Write out once more the lines running from the top of the entries below to the line with "M12 216 14 219", both ends included.
== Input data ==
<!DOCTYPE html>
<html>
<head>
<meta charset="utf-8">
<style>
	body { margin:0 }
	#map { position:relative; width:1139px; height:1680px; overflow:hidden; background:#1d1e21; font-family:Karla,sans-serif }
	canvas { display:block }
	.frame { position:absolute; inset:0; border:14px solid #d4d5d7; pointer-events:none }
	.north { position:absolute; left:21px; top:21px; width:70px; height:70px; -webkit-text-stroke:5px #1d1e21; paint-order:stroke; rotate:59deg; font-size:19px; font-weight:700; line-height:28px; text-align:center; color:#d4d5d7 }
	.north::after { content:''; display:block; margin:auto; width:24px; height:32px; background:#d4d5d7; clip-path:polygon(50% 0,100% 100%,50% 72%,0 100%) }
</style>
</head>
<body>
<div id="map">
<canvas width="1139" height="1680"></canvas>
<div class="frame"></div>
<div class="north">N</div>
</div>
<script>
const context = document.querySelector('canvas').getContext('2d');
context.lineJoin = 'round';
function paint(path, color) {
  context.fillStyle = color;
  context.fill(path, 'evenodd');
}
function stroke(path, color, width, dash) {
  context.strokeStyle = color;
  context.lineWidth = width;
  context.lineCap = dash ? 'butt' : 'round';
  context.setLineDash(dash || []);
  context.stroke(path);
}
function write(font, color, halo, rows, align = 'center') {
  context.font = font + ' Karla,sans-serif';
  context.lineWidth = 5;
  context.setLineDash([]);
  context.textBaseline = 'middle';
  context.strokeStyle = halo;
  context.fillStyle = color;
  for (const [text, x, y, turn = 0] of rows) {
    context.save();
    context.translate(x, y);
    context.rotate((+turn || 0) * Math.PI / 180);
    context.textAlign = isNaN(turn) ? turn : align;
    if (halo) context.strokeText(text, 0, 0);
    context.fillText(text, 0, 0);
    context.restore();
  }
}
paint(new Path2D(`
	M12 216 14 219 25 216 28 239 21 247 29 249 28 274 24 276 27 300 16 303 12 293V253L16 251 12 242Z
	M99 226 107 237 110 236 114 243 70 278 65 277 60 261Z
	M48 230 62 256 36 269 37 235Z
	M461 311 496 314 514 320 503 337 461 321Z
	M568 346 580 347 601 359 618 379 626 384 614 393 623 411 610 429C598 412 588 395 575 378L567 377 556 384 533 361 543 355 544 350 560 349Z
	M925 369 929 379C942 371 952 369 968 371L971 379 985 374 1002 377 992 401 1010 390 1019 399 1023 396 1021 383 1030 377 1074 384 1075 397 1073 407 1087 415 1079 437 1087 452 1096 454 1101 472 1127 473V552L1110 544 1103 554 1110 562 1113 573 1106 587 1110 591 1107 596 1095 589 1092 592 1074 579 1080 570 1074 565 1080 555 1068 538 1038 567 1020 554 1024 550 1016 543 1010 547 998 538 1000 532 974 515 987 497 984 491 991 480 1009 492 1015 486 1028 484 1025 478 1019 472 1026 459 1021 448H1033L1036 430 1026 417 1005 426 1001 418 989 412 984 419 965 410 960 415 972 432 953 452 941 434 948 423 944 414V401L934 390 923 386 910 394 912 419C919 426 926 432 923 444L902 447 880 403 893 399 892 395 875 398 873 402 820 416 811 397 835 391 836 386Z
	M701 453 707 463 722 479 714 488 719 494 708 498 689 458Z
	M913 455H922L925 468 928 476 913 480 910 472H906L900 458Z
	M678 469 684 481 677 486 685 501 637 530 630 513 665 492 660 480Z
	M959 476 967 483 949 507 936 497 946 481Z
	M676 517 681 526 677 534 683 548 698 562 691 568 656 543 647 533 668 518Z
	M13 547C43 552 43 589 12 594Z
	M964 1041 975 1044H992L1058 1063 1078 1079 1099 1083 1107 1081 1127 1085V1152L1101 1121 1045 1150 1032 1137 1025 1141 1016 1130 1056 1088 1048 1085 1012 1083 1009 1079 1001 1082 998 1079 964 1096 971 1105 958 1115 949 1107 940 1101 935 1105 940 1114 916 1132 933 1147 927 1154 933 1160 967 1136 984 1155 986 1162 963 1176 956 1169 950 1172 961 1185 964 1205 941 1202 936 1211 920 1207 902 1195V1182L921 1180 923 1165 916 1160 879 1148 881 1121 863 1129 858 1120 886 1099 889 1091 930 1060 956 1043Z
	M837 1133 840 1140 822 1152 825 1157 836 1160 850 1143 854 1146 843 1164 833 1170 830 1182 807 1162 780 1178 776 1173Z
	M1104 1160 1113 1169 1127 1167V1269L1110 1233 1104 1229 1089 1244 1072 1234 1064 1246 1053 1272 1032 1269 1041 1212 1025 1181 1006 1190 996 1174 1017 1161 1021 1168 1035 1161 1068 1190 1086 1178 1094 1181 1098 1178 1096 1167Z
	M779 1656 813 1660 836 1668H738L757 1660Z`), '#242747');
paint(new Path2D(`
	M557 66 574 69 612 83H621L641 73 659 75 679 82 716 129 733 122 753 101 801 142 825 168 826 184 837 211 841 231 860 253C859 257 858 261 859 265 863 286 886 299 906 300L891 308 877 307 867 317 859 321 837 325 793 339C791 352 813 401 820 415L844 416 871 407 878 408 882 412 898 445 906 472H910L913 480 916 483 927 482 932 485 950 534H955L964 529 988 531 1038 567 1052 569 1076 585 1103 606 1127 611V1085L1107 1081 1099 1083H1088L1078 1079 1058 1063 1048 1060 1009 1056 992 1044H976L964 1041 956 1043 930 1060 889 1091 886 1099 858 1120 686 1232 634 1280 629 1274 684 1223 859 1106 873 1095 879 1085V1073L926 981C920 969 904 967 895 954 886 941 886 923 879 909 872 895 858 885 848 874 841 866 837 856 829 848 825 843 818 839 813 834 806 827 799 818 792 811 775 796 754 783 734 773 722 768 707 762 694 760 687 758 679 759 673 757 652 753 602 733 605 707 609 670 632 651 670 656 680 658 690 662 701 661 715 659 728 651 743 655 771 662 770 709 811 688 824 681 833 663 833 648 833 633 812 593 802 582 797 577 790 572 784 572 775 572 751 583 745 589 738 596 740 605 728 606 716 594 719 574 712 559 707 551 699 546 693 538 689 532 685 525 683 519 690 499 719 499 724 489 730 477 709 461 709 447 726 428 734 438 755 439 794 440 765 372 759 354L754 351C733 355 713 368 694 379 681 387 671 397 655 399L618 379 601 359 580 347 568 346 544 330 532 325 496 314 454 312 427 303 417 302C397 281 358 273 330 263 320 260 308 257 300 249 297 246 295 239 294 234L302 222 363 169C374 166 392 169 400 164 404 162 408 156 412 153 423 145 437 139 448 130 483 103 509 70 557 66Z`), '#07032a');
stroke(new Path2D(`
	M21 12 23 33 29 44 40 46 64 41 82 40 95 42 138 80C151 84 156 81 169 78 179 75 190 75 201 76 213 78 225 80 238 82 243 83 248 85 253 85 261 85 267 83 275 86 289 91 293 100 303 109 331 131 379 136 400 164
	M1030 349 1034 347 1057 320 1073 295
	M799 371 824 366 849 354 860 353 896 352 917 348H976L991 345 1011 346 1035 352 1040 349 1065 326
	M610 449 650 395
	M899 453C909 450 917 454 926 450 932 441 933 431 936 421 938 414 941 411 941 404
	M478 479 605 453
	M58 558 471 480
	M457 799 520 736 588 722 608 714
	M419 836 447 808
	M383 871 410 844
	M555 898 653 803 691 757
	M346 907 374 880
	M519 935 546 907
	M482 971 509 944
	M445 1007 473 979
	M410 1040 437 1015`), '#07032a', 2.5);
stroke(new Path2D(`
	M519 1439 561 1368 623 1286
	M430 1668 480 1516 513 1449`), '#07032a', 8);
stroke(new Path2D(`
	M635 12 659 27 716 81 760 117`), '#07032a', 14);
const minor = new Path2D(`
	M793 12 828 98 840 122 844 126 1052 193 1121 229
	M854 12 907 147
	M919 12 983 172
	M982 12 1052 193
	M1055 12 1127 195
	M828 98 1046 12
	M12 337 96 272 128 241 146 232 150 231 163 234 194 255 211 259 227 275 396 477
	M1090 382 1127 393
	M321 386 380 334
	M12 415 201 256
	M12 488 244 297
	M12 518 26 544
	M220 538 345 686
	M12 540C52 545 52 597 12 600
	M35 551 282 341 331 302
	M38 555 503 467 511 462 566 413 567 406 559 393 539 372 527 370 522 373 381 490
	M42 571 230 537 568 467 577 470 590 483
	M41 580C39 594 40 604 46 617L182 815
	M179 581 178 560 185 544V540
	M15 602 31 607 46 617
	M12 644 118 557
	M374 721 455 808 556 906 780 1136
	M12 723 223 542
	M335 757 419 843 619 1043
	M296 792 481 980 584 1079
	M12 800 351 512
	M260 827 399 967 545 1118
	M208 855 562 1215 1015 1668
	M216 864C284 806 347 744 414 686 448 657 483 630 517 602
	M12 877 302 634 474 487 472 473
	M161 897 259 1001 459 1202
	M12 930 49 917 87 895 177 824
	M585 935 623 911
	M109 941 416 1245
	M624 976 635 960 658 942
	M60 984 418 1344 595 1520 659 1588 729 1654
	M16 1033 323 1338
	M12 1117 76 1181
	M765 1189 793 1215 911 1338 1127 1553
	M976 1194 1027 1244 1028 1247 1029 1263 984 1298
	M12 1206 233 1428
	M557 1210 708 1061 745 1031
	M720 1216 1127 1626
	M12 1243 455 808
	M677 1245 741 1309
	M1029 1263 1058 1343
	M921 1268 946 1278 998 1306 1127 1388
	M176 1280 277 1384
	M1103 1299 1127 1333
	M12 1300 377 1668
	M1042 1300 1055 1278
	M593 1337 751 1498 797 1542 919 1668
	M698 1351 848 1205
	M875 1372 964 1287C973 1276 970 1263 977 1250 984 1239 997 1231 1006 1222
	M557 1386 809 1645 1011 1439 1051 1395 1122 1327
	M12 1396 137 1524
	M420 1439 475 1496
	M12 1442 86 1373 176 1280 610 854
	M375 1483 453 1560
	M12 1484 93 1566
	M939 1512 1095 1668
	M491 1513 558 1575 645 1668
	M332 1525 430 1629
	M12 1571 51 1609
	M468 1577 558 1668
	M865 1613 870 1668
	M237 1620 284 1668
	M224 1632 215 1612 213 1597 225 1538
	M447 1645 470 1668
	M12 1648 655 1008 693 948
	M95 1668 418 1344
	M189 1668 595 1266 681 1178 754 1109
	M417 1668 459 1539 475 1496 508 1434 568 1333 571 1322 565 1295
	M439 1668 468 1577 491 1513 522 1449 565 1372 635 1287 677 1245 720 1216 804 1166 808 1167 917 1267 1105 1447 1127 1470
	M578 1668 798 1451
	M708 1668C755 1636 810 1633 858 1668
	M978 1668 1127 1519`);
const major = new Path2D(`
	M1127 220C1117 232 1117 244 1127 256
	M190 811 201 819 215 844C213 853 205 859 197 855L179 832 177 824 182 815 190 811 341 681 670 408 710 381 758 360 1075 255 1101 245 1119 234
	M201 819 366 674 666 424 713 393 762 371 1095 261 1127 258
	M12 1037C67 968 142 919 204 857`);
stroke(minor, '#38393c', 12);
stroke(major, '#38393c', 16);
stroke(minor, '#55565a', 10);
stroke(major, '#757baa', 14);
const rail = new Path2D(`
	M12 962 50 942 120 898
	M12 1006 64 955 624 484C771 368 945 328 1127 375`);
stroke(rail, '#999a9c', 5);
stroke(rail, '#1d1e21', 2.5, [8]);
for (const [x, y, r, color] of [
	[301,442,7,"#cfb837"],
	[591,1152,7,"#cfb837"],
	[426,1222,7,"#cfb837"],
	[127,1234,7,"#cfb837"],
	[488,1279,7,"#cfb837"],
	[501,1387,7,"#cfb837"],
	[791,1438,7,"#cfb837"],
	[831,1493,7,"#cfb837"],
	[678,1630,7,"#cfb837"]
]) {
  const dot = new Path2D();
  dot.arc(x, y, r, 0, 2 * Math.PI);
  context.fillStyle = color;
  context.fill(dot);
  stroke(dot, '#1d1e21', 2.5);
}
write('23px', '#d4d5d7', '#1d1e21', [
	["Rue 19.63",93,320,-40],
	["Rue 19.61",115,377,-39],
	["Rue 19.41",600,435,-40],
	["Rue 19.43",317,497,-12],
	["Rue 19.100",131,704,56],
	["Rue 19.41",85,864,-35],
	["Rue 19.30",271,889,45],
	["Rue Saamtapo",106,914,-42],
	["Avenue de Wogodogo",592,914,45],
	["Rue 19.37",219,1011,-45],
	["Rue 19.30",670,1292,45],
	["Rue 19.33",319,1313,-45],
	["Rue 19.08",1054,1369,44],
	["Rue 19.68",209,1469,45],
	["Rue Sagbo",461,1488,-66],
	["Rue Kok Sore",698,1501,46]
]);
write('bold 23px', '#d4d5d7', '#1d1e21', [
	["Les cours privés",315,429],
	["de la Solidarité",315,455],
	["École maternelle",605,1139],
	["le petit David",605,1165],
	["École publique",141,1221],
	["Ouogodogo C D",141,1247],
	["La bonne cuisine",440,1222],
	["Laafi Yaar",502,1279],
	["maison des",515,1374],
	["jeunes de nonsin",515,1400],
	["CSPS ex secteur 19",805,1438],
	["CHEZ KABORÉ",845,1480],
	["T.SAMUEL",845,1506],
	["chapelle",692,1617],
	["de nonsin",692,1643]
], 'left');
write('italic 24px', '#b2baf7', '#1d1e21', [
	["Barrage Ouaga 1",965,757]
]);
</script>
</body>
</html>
===
Solution:
<!DOCTYPE html>
<html>
<head>
<meta charset="utf-8">
<style>
	body { margin:0 }
	#map { position:relative; width:1139px; height:1680px; overflow:hidden; background:#1d1e21; font-family:Karla,sans-serif }
	canvas { display:block }
	.frame { position:absolute; inset:0; border:14px solid #d4d5d7; pointer-events:none }
	.north { position:absolute; left:21px; top:21px; width:70px; height:70px; -webkit-text-stroke:5px #1d1e21; paint-order:stroke; rotate:59deg; font-size:19px; font-weight:700; line-height:28px; text-align:center; color:#d4d5d7 }
	.north::after { content:''; display:block; margin:auto; width:24px; height:32px; background:#d4d5d7; clip-path:polygon(50% 0,100% 100%,50% 72%,0 100%) }
</style>
</head>
<body>
<div id="map">
<canvas width="1139" height="1680"></canvas>
<div class="frame"></div>
<div class="north">N</div>
</div>
<script>
const context = document.querySelector('canvas').getContext('2d');
context.lineJoin = 'round';
function paint(path, color) {
  context.fillStyle = color;
  context.fill(path, 'evenodd');
}
function stroke(path, color, width, dash) {
  context.strokeStyle = color;
  context.lineWidth = width;
  context.lineCap = dash ? 'butt' : 'round';
  context.setLineDash(dash || []);
  context.stroke(path);
}
function write(font, color, halo, rows, align = 'center') {
  context.font = font + ' Karla,sans-serif';
  context.lineWidth = 5;
  context.setLineDash([]);
  context.textBaseline = 'middle';
  context.strokeStyle = halo;
  context.fillStyle = color;
  for (const [text, x, y, turn = 0] of rows) {
    context.save();
    context.translate(x, y);
    context.rotate((+turn || 0) * Math.PI / 180);
    context.textAlign = isNaN(turn) ? turn : align;
    if (halo) context.strokeText(text, 0, 0);
    context.fillText(text, 0, 0);
    context.restore();
  }
}
paint(new Path2D(`
	M12 216 14 219 25 216 28 239 21 247 29 249 28 274 24 276 27 300 16 303 12 293V253L16 251 12 242Z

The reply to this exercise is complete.